__About this task__: Repeat exactly the lines of the entries below from the one with "height:7px; margin-top:-3.5px; transform-origin:0;" through the one with "width:19px; height:19px; translate:-50%", both ends included, and nothing else.

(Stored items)
Start of Block
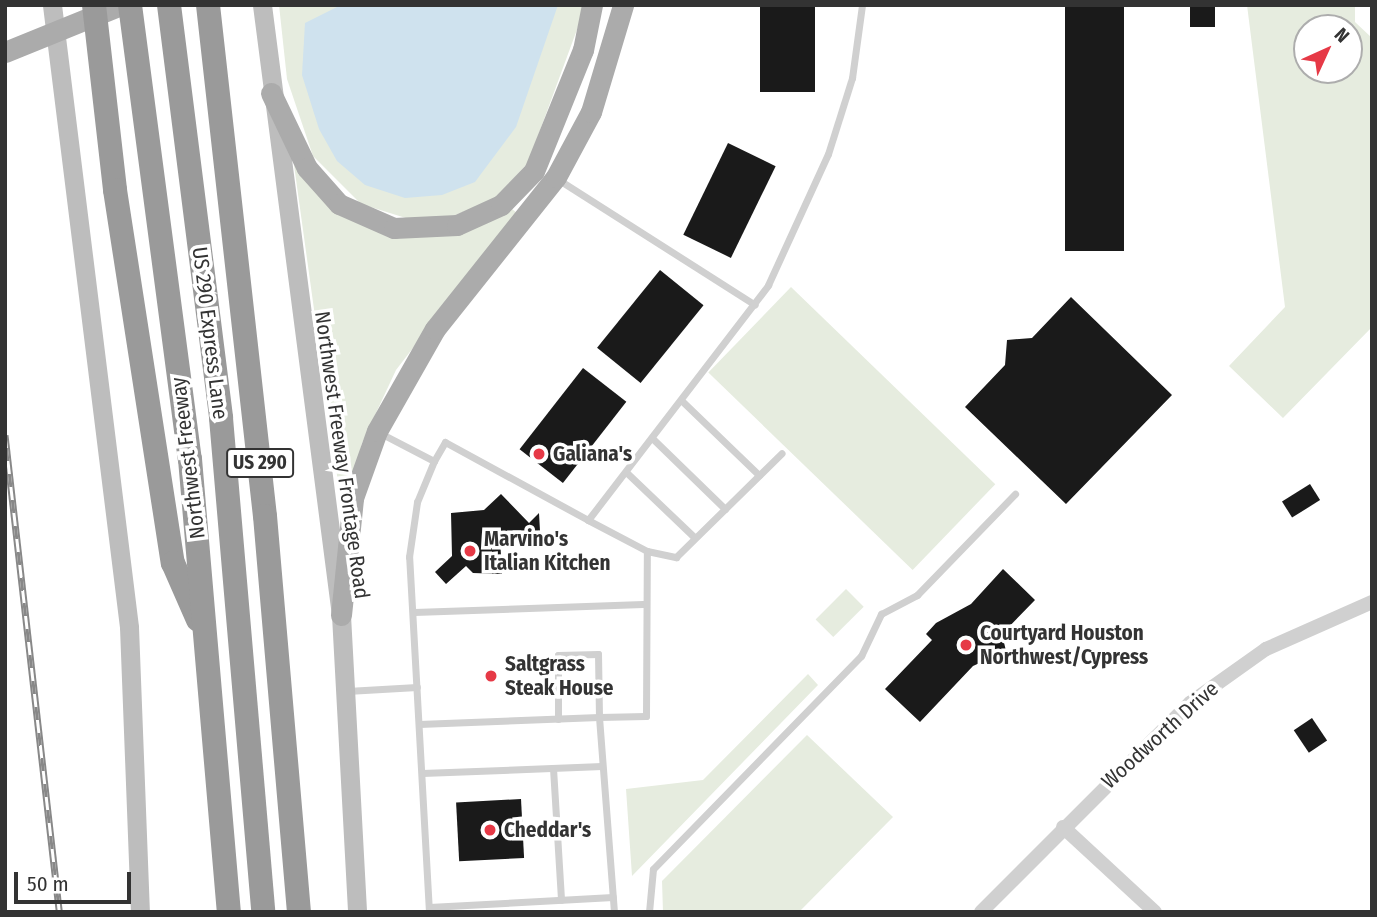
<!DOCTYPE html>
<html>
<head>
<meta charset="utf-8">
<style>
  body { margin:0 }
  #map { position:relative; width:1377px; height:917px; overflow:hidden; background:#fff; font-family:"Fira Sans Condensed",sans-serif }
  div>[style] { position:absolute }
  [style*='--x'] { left:calc(var(--x)*1px); top:calc(var(--y)*1px); width:calc(var(--w)*1px); rotate:calc(var(--a)*1deg) }
  .green>* { inset:0; background:#e6ecdf; transform-origin:0 0 }
  .water>* { inset:0; background:#cfe2ee }
  .building>* { inset:0; background:#1a1a1a; transform-origin:0 0 }
  .lane>* { height:7px; margin:-3.5px; padding:0 3.5px; transform-origin:3.5px; border-radius:3.5px; background:#d0d0d0 }
  .street>* { height:14px; margin:-7px; padding:0 7px; transform-origin:7px; border-radius:7px; background:#d0d0d0 }
  .secondary>* { height:19px; margin:-9.5px; padding:0 9.5px; transform-origin:9.5px; border-radius:9.5px; background:#bdbdbd }
  .primary>* { height:21px; margin:-10.5px; padding:0 10.5px; transform-origin:10.5px; border-radius:10.5px; background:#ababab }
  .highway>* { height:24px; margin:-12px; padding:0 12px; transform-origin:12px; border-radius:12px; background:#9a9a9a }
  .rail>* { height:7px; margin-top:-3.5px; transform-origin:0; background:repeating-linear-gradient(90deg,#fff 0 13px,#888 0 26px); box-sizing:border-box; border-block:2px solid #888 }
  .dots>* { width:19px; height:19px; translate:-50% -50%; box-sizing:border-box; border:4px solid #fff; border-radius:50% }
  span { translate:-50% -50%; white-space:nowrap; text-align:center; line-height:1.15; -webkit-text-stroke:7px #fff; paint-order:stroke }
  .shield-label span { padding:2px 5px; background:#fff; border:2px solid; border-radius:5px; -webkit-text-stroke-width:0 }
  .shield-label { font-size:19px; color:#333; font-weight:700 }
  .street-label { font-size:21px; color:#333 }
  .poi-label { font-size:21px; color:#333; font-weight:700 }
  .left { translate:0 -50%; text-align:left }
  .frame { position:absolute; inset:0; border:7px solid #333; pointer-events:none }
  .north { position:absolute; left:1293px; top:14px; width:70px; height:70px; box-sizing:border-box; background:#fff; border:2px solid #adadad; border-radius:50%; rotate:45deg; font-size:19px; font-weight:700; line-height:28px; text-align:center; color:#333 }
  .north::after { content:''; display:block; margin:auto; width:24px; height:32px; background:#e63946; clip-path:polygon(50% 0,100% 100%,50% 72%,0 100%) }
  .scale { position:absolute; left:14px; top:872px; width:117px; height:32px; box-sizing:border-box; border:4px solid #333; border-top:0; padding-left:9px; font-size:21px; line-height:24px; white-space:nowrap; color:#333; -webkit-text-stroke:5px #fff; paint-order:stroke }
</style>
</head>
<body>
<div id="map">
  <div class="green">
    <i style="clip-path:polygon(279px 5px,586px 5px,528px 163px,493px 200px,453px 216px,409px 219px,361px 204px,313px 156px,287px 79px)"></i>
    <i style="clip-path:polygon(evenodd,1247px 5px,1355px 5px,1355px 22px,1372px 38px,1372px 327px,1283px 418px,1229px 366px,1285px 307px,1247px 5px,1349px 28px,1349px 70px,1307px 70px,1307px 28px,1349px 28px)"></i>
    <i style="clip-path:polygon(294px 165px,397px 236px,454px 235px,512px 209px,517px 213px,396px 370px,362px 443px,346px 504px,341px 504px)"></i>
    <i style="left:791px;top:287px;width:284px;height:119px;rotate:44deg"></i>
    <i style="left:846px;top:589px;width:25px;height:43px;rotate:45deg"></i>
    <i style="clip-path:polygon(808px 674px,818px 685px,632px 876px,626px 789px,703px 780px)"></i>
    <i style="clip-path:polygon(807px 735px,893px 817px,799px 912px,663px 912px,662px 881px)"></i>
  </div>
  <div class="water">
    <i style="clip-path:polygon(341px 5px,558px 5px,516px 127px,475px 182px,442px 195px,405px 198px,365px 185px,337px 161px,319px 129px,302px 75px,305px 23px)"></i>
  </div>
  <div class="building">
    <i style="left:760px;top:5px;width:55px;height:87px"></i>
    <i style="left:1065px;top:5px;width:59px;height:246px"></i>
    <i style="left:1190px;top:5px;width:25px;height:22px"></i>
    <i style="left:728px;top:143px;width:53px;height:102px;rotate:26deg"></i>
    <i style="left:660px;top:270px;width:56px;height:100px;rotate:39deg"></i>
    <i style="clip-path:polygon(1071px 297px,1172px 395px,1066px 504px,965px 407px,1005px 365px,1007px 340px,1032px 338px)"></i>
    <i style="left:583px;top:368px;width:55px;height:103px;rotate:38deg"></i>
    <i style="left:1310px;top:484px;width:19px;height:33px;rotate:58deg"></i>
    <i style="clip-path:polygon(501px 494px,529px 523px,539px 513px,540px 531px,523px 547px,500px 538px,502px 574px,473px 573px,466px 566px,446px 584px,435px 572px,452px 556px,451px 513px,484px 510px)"></i>
    <i style="clip-path:polygon(1003px 569px,1035px 600px,1002px 634px,1006px 651px,973px 666px,920px 722px,885px 689px,932px 640px,926px 634px,936px 623px,971px 604px)"></i>
    <i style="left:1312px;top:718px;width:27px;height:22px;rotate:56deg"></i>
    <i style="left:521px;top:799px;width:59px;height:65px;rotate:87deg"></i>
  </div>
  <div class="lane">
    <i style="--x:559;--y:180;--w:232;--a:32.5"></i>
    <i style="--x:682;--y:401;--w:107;--a:43.9"></i>
    <i style="--x:380;--y:433;--w:61;--a:27.4"></i>
    <i style="--x:434;--y:461;--w:22;--a:-60"></i>
    <i style="--x:445;--y:442;--w:163;--a:28.6"></i>
    <i style="--x:652;--y:438;--w:102;--a:44.2"></i>
    <i style="--x:626;--y:472;--w:95;--a:43.7"></i>
    <i style="--x:647;--y:551;--w:30;--a:12"></i>
    <i style="--x:676;--y:557;--w:148;--a:-44.5"></i>
    <i style="--x:414;--y:612;--w:229;--a:-2"></i>
    <i style="--x:347;--y:691;--w:70;--a:-3.3"></i>
    <i style="--x:419;--y:724;--w:180;--a:-2.2"></i>
    <i style="--x:599;--y:717;--w:63;--a:-90.9"></i>
    <i style="--x:598;--y:654;--w:40;--a:178.6"></i>
    <i style="--x:558;--y:655;--w:64;--a:90"></i>
    <i style="--x:553;--y:768;--w:132;--a:86.5"></i>
    <i style="--x:422;--y:773;--w:180;--a:-2.2"></i>
    <i style="--x:429;--y:907;--w:184;--a:-3.1"></i>
    <i style="--x:429;--y:912;--w:356;--a:-93.2"></i>
    <i style="--x:409;--y:557;--w:56;--a:-81.7"></i>
    <i style="--x:417;--y:502;--w:44;--a:-67.5"></i>
    <i style="--x:614;--y:912;--w:196;--a:-94.4"></i>
    <i style="--x:599;--y:717;--w:47;--a:-1.2"></i>
    <i style="--x:646;--y:716;--w:165;--a:-89.7"></i>
    <i style="--x:647;--y:551;--w:67;--a:-152.3"></i>
    <i style="--x:588;--y:520;--w:296;--a:-52.5"></i>
    <i style="--x:768;--y:285;--w:144;--a:-65.4"></i>
    <i style="--x:828;--y:154;--w:80;--a:-72.5"></i>
    <i style="--x:852;--y:78;--w:74;--a:-82.2"></i>
    <i style="--x:649;--y:912;--w:43;--a:-84.7"></i>
    <i style="--x:653;--y:869;--w:298;--a:-45.7"></i>
    <i style="--x:861;--y:656;--w:47;--a:-64.5"></i>
    <i style="--x:881;--y:614;--w:41;--a:-27.8"></i>
    <i style="--x:917;--y:595;--w:141;--a:-45.9"></i>
  </div>
  <div class="street">
    <i style="--x:1063;--y:827;--w:125;--a:42.7"></i>
    <i style="--x:981;--y:912;--w:296;--a:-45"></i>
    <i style="--x:1190;--y:703;--w:93;--a:-35.4"></i>
    <i style="--x:1266;--y:649;--w:116;--a:-23.9"></i>
  </div>
  <div class="secondary">
    <i style="--x:52;--y:5;--w:627;--a:82.94"></i>
    <i style="--x:129;--y:627;--w:285;--a:87.8"></i>
    <i style="--x:262;--y:5;--w:615;--a:82.62"></i>
    <i style="--x:341;--y:615;--w:297;--a:86.9"></i>
  </div>
  <div class="primary">
    <i style="--x:5;--y:52;--w:125;--a:-22.1"></i>
    <i style="--x:271;--y:93;--w:83;--a:64.4"></i>
    <i style="--x:307;--y:168;--w:48;--a:48.4"></i>
    <i style="--x:339;--y:204;--w:60;--a:23.6"></i>
    <i style="--x:394;--y:228;--w:63;--a:-2.7"></i>
    <i style="--x:457;--y:225;--w:48;--a:-24.4"></i>
    <i style="--x:501;--y:205;--w:47;--a:-45.9"></i>
    <i style="--x:534;--y:171;--w:131;--a:-68"></i>
    <i style="--x:583;--y:50;--w:46;--a:-78.7"></i>
    <i style="--x:341;--y:615;--w:118;--a:-84.1"></i>
    <i style="--x:353;--y:498;--w:71;--a:-70.3"></i>
    <i style="--x:377;--y:431;--w:117;--a:-60.4"></i>
    <i style="--x:435;--y:329;--w:194;--a:-51.5"></i>
    <i style="--x:556;--y:177;--w:74;--a:-61.7"></i>
    <i style="--x:591;--y:112;--w:112;--a:-73.3"></i>
  </div>
  <div class="highway">
    <i style="--x:94;--y:5;--w:186;--a:83.5"></i>
    <i style="--x:115;--y:190;--w:377;--a:81.2"></i>
    <i style="--x:173;--y:563;--w:62;--a:66.3"></i>
    <i style="--x:130;--y:5;--w:458;--a:82.5"></i>
    <i style="--x:190;--y:459;--w:455;--a:85.1"></i>
    <i style="--x:169;--y:5;--w:416;--a:82.8"></i>
    <i style="--x:221;--y:418;--w:496;--a:85.1"></i>
    <i style="--x:208;--y:5;--w:514;--a:83.64"></i>
    <i style="--x:265;--y:516;--w:397;--a:85.1"></i>
  </div>
  <div class="rail">
    <i style="--x:5;--y:435;--w:480;--a:83.5"></i>
  </div>
  <div class="dots">
    <i style="left:539px;top:454px;background:#e63946"></i>
    <i style="left:470px;top:551px;background:#e63946"></i>
    <i style="left:966px;top:645px;background:#e63946"></i>
    <i style="left:491px;top:676px;background:#e63946"></i>
    <i style="left:490px;top:830px;background:#e63946"></i>
  </div>
  <div class="shield-label">
    <span style="left:260px;top:463px">US 290</span>
  </div>
  <div class="street-label">
    <span style="left:210px;top:333px;rotate:83deg">US 290 Express Lane</span>
    <span style="left:342px;top:455px;rotate:82deg">Northwest Freeway Frontage Road</span>
    <span style="left:188px;top:458px;rotate:-97deg">Northwest Freeway</span>
    <span style="left:1160px;top:735px;rotate:-42deg">Woodworth Drive</span>
  </div>
  <div class="poi-label">
    <span class="left" style="left:553px;top:454px">Galiana's</span>
    <span class="left" style="left:484px;top:551px">Marvino's<br>Italian Kitchen</span>
    <span class="left" style="left:980px;top:645px">Courtyard Houston<br>Northwest/Cypress</span>
    <span class="left" style="left:505px;top:676px">Saltgrass<br>Steak House</span>
    <span class="left" style="left:504px;top:830px">Cheddar's</span>
  </div>
  <div class="frame"></div>
  <div class="north">N</div>
  <div class="scale">50 m</div>
</div>
</body>
</html>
End of Block
__Result for this exercise__:
  .rail>* { height:7px; margin-top:-3.5px; transform-origin:0; background:repeating-linear-gradient(90deg,#fff 0 13px,#888 0 26px); box-sizing:border-box; border-block:2px solid #888 }
  .dots>* { width:19px; height:19px; translate:-50% -50%; box-sizing:border-box; border:4px solid #fff; border-radius:50% }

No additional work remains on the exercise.